Available data:

--- START ---

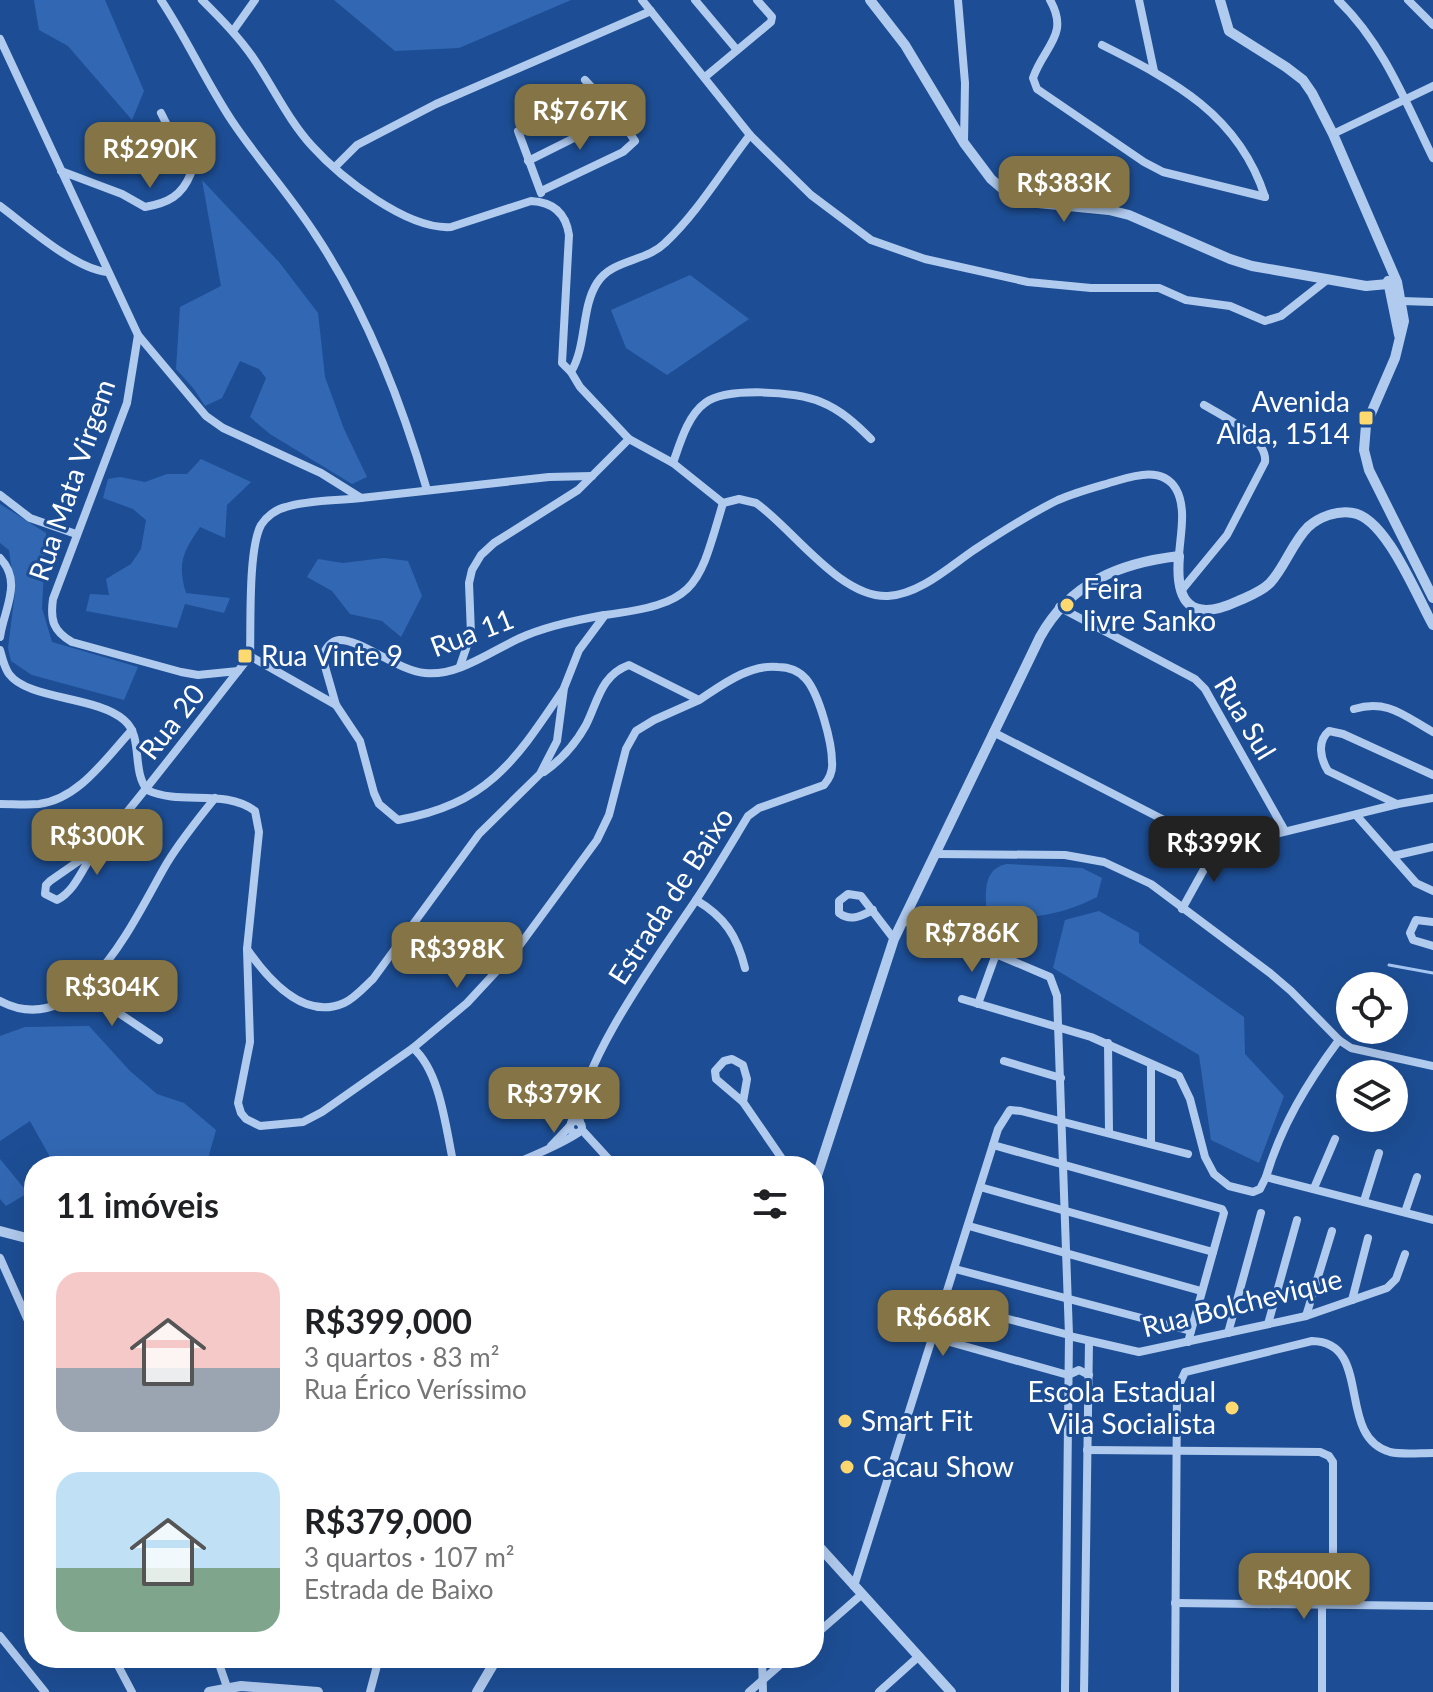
<!DOCTYPE html>
<html lang="pt">
<meta charset="utf-8">
<style>
body{margin:0;font-family:Lato,sans-serif;background:#f2f2f2;color:#202124;height:100vh;display:flex;flex-direction:column;font-size:30px;white-space:nowrap}
*{box-sizing:border-box;margin:0}
p{font-size:26px;color:#757577}
.icon{flex:none;width:44px;height:44px;fill:none;stroke:currentColor;stroke-width:2;stroke-linecap:round;stroke-linejoin:round}
.map{position:relative;flex:1;overflow:hidden}
.side{position:absolute;left:24px;top:1156px;width:800px;height:512px;display:flex;flex-direction:column;background:#fff;border-radius:32px;box-shadow:0 8px 32px #0002}
.side>*{flex:none}
.controls{position:absolute;left:1336px;top:972px;display:grid;gap:16px}
.controls a{display:grid;place-items:center;width:72px;height:72px;border-radius:50%;background:#fff;box-shadow:0 8px 32px #0002;font-size:40px}
.price{position:absolute;translate:-50% -68px;padding:0 18px;border-radius:16px;background:#847446;color:#fff;font-size:26px;line-height:52px;filter:drop-shadow(0 2px 4px #0008)}
.price::after{content:'';position:absolute;left:50%;top:48px;width:24px;height:18px;margin-left:-12px;background:inherit;clip-path:polygon(0 0,100% 0,50% 100%)}
.price.selected{background:#222;color:#fff}
ul{padding:0;list-style:none}
li{display:flex;align-items:center;gap:24px;height:200px;padding:0 32px}
li span{display:grid;place-items:center;flex:none;width:224px;height:160px;border-radius:24px;color:#555}
li>.icon{margin-inline-start:auto}
span .icon{width:96px;height:96px;fill:#fffc;stroke-width:1}
li b{font-size:34px}
h2{display:flex;justify-content:space-between;align-items:center;height:96px;padding:0 32px;font-size:34px}
.map>svg:first-child{display:block}
.green{fill:#3268b3}
.lines{fill:none;stroke-linecap:round;stroke-linejoin:round}
.stream{stroke:#a4c5f0;stroke-width:3}
.minor{stroke:#b1cbef;stroke-width:8}
.tertiary{stroke:#b1cbef;stroke-width:10}
.poi-dot{fill:#fed970;stroke:#1d4e95;stroke-width:3}
.labels{text-anchor:middle;stroke-width:6;stroke-linejoin:round;paint-order:stroke}
.poi-label{font-size:28px;fill:#fff;stroke:#1d4e95;text-anchor:start}
.street-label{font-size:28px;fill:#fff;stroke:#1d4e95}
</style>
<div class="map">
<svg width="1433" height="1692" viewBox="0 0 1433 1692">
<rect width="100%" height="100%" fill="#1d4e95"/>
<g class="green">
<path d="M34,0H105L144,91L132,120L68,46L39,30Z"/>
<path d="M334,0H571L459,48L395,51Z"/>
<path d="M202,180L279,262L318,313L325,377L344,429L367,477L352,484L270,434L250,417L266,378L259,369L240,361L222,398L205,406L194,389L176,369L180,307L221,286Z"/>
<path d="M690,275L749,319L667,375L626,348L611,310Z"/>
<path d="M201,459L251,482L227,505L225,538L200,527C183,552 177,563 186,593L230,598L224,613L185,604L177,628L86,611L90,594L109,595L106,579L131,564L141,549L146,520L133,509L103,498L108,479L120,477L145,482L167,474H187Z"/>
<path d="M0,504L46,533L42,608L52,642L138,667L124,700L32,675L11,661L8,648L15,592L9,550L0,543Z"/>
<path d="M384,558L408,561L422,596L401,637L382,621L350,614L332,591L307,577L318,559L343,563Z"/>
<path d="M1007,864L1082,868L1102,878L1097,897C1055,918 1032,917 986,920C987,898 980,869 1007,864Z"/>
<path d="M1099,911L1139,933V943L1244,1017L1245,1054L1284,1096L1259,1163L1211,1140L1199,1055L1053,968L1065,920Z"/>
<path d="M89,1026L130,1071L157,1094L184,1103L216,1130L206,1166H55L30,1121L0,1141V1036L25,1027Z"/>
<path d="M0,1159L28,1193L6,1206L0,1199Z"/>
</g>
<g class="lines">
<path class="stream" d="M1389,965L1433,973"/>
<g class="minor">
<path d="M161,0C187,39 206,82 232,121C258,160 290,195 315,234C367,312 401,400 427,490"/>
<path d="M202,0C221,19 239,37 254,59C273,87 289,121 312,146C340,177 407,230 451,227L531,201C554,202 566,214 569,235L562,363L571,372"/>
<path d="M642,0L750,135L811,195L871,240L925,259L1028,282L1091,288H1159L1186,300L1230,306L1265,321L1281,316L1328,279"/>
<path d="M695,0L737,50"/>
<path d="M958,0L965,83L964,142"/>
<path d="M1050,0C1070,35 1044,46 1033,78L1037,89L1144,162L1163,172L1265,197"/>
<path d="M1139,0L1154,71"/>
<path d="M1338,0C1383,43 1406,103 1433,158"/>
<path d="M1408,0L1433,25"/>
<path d="M233,31L255,0"/>
<path d="M0,39L138,335L127,403L53,599C50,620 53,631 72,642L181,672L198,675L238,671"/>
<path d="M1102,45C1174,81 1239,115 1265,197"/>
<path d="M705,77L771,22L772,17L757,0"/>
<path d="M1333,134L1433,86"/>
<path d="M528,161L618,116"/>
<path d="M335,167L357,145L436,104L651,11"/>
<path d="M61,171L122,194L145,207C168,203 182,196 191,173L161,113"/>
<path d="M541,191L623,152L635,141L618,116L585,80"/>
<path d="M541,193L518,131L595,92"/>
<path d="M0,206C27,226 75,269 107,272"/>
<path d="M1401,301L1433,302"/>
<path d="M138,335L206,416L223,428L321,473L361,498L549,477L592,476"/>
<path d="M673,463C680,443 688,415 705,403C726,387 797,391 821,402C841,410 856,424 871,439"/>
<path d="M0,495L30,518L76,534"/>
<path d="M361,498C336,501 309,500 286,507C276,509 266,517 261,525C248,549 251,626 250,656L336,705L360,741L374,793L379,804L398,820C488,804 515,761 563,690"/>
<path d="M723,503L673,463L629,439L580,387L571,372C587,345 581,308 597,283C612,259 646,262 665,243C698,212 722,171 750,135"/>
<path d="M0,558C23,582 4,609 0,637"/>
<path d="M1181,591L1227,535L1265,462C1268,438 1223,416 1204,405"/>
<path d="M1059,607L1195,679L1205,689L1285,831"/>
<path d="M0,650C2,657 4,667 9,674C28,700 97,696 124,720C144,737 131,769 147,790C181,806 224,788 255,811L259,832L247,949C267,978 303,1021 344,1003C355,998 364,987 373,979L479,834L540,774L557,741L564,688L579,650L605,615C698,603 698,588 723,503L739,499L756,503C793,529 840,598 888,596C920,594 949,567 974,550C1000,533 1029,514 1058,500C1076,492 1096,487 1116,481C1136,475 1163,467 1176,489C1187,508 1180,536 1179,556"/>
<path d="M460,666L471,634L469,583L472,570L481,555L494,543L578,490L629,439"/>
<path d="M336,705L322,656C326,649 330,641 339,640C361,639 398,671 425,673C460,677 496,647 527,635C552,625 578,620 604,615"/>
<path d="M1354,709C1388,699 1404,716 1433,732"/>
<path d="M993,732L1193,835L1218,844L1247,841L1398,804L1433,798"/>
<path d="M544,772C561,760 576,743 586,725C598,701 601,675 629,665L699,700C722,685 749,664 778,667C789,667 799,671 806,679C819,694 832,742 832,762C833,771 830,778 824,785L759,808L748,816C731,844 714,873 696,900C666,945 572,1072 580,1123"/>
<path d="M0,804C13,804 26,805 39,804C79,799 106,758 132,730"/>
<path d="M1397,804L1328,771C1320,758 1317,741 1329,731L1343,734L1433,775"/>
<path d="M1356,815L1416,883L1433,891"/>
<path d="M96,849L50,881L46,885L45,894L57,900C77,890 84,863 98,847C151,785 199,720 250,656"/>
<path d="M936,854L1065,855L1104,862L1151,884L1270,973L1291,991L1339,1040L1351,1048L1433,1066"/>
<path d="M1393,856L1433,847"/>
<path d="M696,900C725,917 737,936 745,968"/>
<path d="M1182,909L1218,844"/>
<path d="M873,910C861,916 851,922 839,913V901L848,894L861,896L894,939"/>
<path d="M903,921L976,939L996,954L1050,977L1057,996L1069,1335L1065,1692"/>
<path d="M1433,922L1416,920L1410,933L1413,940L1433,946"/>
<path d="M247,949L250,1042L238,1103L241,1113L246,1119L260,1126L303,1122L322,1112L413,1048L467,1003L517,949L597,840L609,815L626,749L636,731L654,720L699,700"/>
<path d="M83,989L159,1040"/>
<path d="M962,999L1091,1037L1179,1076L1190,1099L1205,1157L1214,1174L1229,1186L1253,1192L1260,1189L1266,1177L1433,1220"/>
<path d="M0,1001C81,1044 135,917 167,863C181,840 198,819 215,798"/>
<path d="M978,1004L996,954"/>
<path d="M1108,1043L1109,1132"/>
<path d="M413,1048C441,1072 446,1131 454,1166"/>
<path d="M1004,1061L1061,1078"/>
<path d="M743,1102L747,1079L743,1065L732,1059L724,1061L715,1071L716,1079L743,1102L787,1166"/>
<circle cx="576" cy="1127" r="6"/>
<path d="M571,1123L581,1097"/>
<path d="M582,1130L615,1166"/>
<path d="M1151,1144V1065"/>
<path d="M993,1145L1222,1209L1224,1213L1188,1342"/>
<path d="M551,1146L569,1127"/>
<path d="M510,1166C533,1155 557,1147 578,1133"/>
<path d="M1266,1177C1281,1126 1307,1083 1339,1040"/>
<path d="M980,1187L1213,1252"/>
<path d="M1314,1188L1335,1139"/>
<path d="M1364,1201L1379,1153"/>
<path d="M1405,1212L1417,1177"/>
<path d="M969,1226L1201,1291"/>
<path d="M0,1258L34,1334"/>
<path d="M955,1269L1191,1331"/>
<path d="M1352,1300L1368,1238"/>
<path d="M944,1302L1069,1335"/>
<path d="M1306,1316L1332,1231"/>
<path d="M1268,1324L1297,1220"/>
<path d="M1228,1333L1261,1213"/>
<path d="M1069,1336L1139,1352L1306,1316L1387,1288L1396,1279L1405,1254"/>
<path d="M932,1337L1068,1375L1079,1370L1089,1375"/>
<path d="M1087,1450L1320,1452L1329,1456L1333,1462V1555"/>
<path d="M854,1586L998,1129L1010,1110L1021,1111L1188,1154"/>
<path d="M1175,1603L1433,1606"/>
<path d="M0,1636L45,1692"/>
<path d="M814,1636L861,1595"/>
<path d="M114,1658L132,1692"/>
<path d="M217,1658L227,1687"/>
<path d="M762,1658L763,1692"/>
<path d="M370,1692L379,1658"/>
<path d="M749,1692L788,1658"/>
<path d="M879,1692L918,1657"/>
<path d="M1084,1692L1089,1341"/>
<path d="M1175,1692L1177,1390L1185,1372L1312,1341C1374,1342 1335,1437 1390,1452C1403,1455 1419,1453 1433,1453"/>
<path d="M1322,1692V1605"/>
</g>
<g class="tertiary">
<path d="M870,0L905,45L964,143L991,179L1005,191L1038,203L1109,210L1129,215L1230,259L1252,266L1366,286L1388,284L1399,293"/>
<path d="M1220,0L1229,31L1286,67L1303,80L1312,93L1333,134L1397,282L1404,321L1395,358L1366,425L1364,450L1369,470L1433,598"/>
<path d="M1388,281L1399,335"/>
<path d="M814,1185L894,939L1040,637C1070,583 1119,563 1179,556C1175,603 1191,623 1238,601C1249,596 1261,592 1270,583C1285,567 1292,543 1308,527C1319,517 1337,510 1353,513C1386,518 1417,597 1433,625"/>
<path d="M0,1231L34,1240"/>
<path d="M814,1541L951,1692"/>
<path d="M209,1692L241,1686L318,1692"/>
<path d="M477,1692L497,1658"/>
</g>
</g>
<g class="poi-dot">
<rect x="1358" y="410" width="16" height="16" rx="4"/>
<circle cx="1067" cy="605" r="8"/>
<rect x="237" y="648" width="16" height="16" rx="4"/>
<circle cx="1232" cy="1408" r="8"/>
<circle cx="845" cy="1421" r="8"/>
<circle cx="847" cy="1467" r="8"/>
</g>
<g class="labels">
<g class="poi-label">
<text x="1350" y="412" text-anchor="end">Avenida<tspan x="1350" dy="32">Alda, 1514</tspan></text>
<text x="1083" y="599">Feira<tspan x="1083" dy="32">livre Sanko</tspan></text>
<text x="261" y="666">Rua Vinte 9</text>
<text x="1216" y="1402" text-anchor="end">Escola Estadual<tspan x="1216" dy="32">Vila Socialista</tspan></text>
<text x="861" y="1431">Smart Fit</text>
<text x="863" y="1477">Cacau Show</text>
</g>
<g class="street-label">
<text transform="translate(72 480) rotate(-71)" y="10">Rua Mata Virgem</text>
<text transform="translate(472 633) rotate(-21)" y="10">Rua 11</text>
<text transform="translate(1245 718) rotate(59)" y="10">Rua Sul</text>
<text transform="translate(172 722) rotate(-52)" y="10">Rua 20</text>
<text transform="translate(671 896) rotate(-57)" y="10">Estrada de Baixo</text>
<text transform="translate(1242 1303) rotate(-14)" y="10">Rua Bolchevique</text>
</g>
</g>
</svg>
<div class="controls">
<a><svg class="icon" aria-label="locate" viewBox="0 0 24 24"><circle cx="12" cy="12" r="6"/><path d="M12 2v4M12 18v4M2 12h4M18 12h4"/></svg></a>
<a><svg class="icon" aria-label="layers" viewBox="0 0 24 24"><path d="M12 4l9 5-9 5-9-5zM3 14l9 5 9-5"/></svg></a>
</div>
<b class="price" style="left:580px;top:152px">R$767K</b>
<b class="price" style="left:150px;top:190px">R$290K</b>
<b class="price" style="left:1064px;top:224px">R$383K</b>
<b class="price" style="left:97px;top:877px">R$300K</b>
<b class="price selected" style="left:1214px;top:884px">R$399K</b>
<b class="price" style="left:972px;top:974px">R$786K</b>
<b class="price" style="left:457px;top:990px">R$398K</b>
<b class="price" style="left:112px;top:1028px">R$304K</b>
<b class="price" style="left:554px;top:1135px">R$379K</b>
<b class="price" style="left:943px;top:1358px">R$668K</b>
<b class="price" style="left:1304px;top:1621px">R$400K</b>
<section class="side">
<h2>11 imóveis<svg class="icon" aria-label="filters" viewBox="0 0 24 24"><path d="M4 7h16M4 17h16"/><circle cx="9" cy="7" r="2"/><circle cx="15" cy="17" r="2"/></svg></h2>
<ul>
<li><span style="background:linear-gradient(#f6c9c9 60%,#9aa5b1 0)"><svg class="icon" aria-label="home" viewBox="0 0 24 24"><path d="M3 11l9-7 9 7M6 9v11h12V9"/></svg></span><div><b>R$399,000</b><p>3 quartos · 83 m²</p><p>Rua Érico Veríssimo</p></div></li>
<li><span style="background:linear-gradient(#bfe0f5 60%,#7fa58c 0)"><svg class="icon" aria-label="home" viewBox="0 0 24 24"><path d="M3 11l9-7 9 7M6 9v11h12V9"/></svg></span><div><b>R$379,000</b><p>3 quartos · 107 m²</p><p>Estrada de Baixo</p></div></li>
</ul>
</section>
</div>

--- END ---

Task details:
Every line containing the string "street" should be pulled from the listing and copied.

Reply to the exercise:
.street-label{font-size:28px;fill:#fff;stroke:#1d4e95}
<g class="street-label">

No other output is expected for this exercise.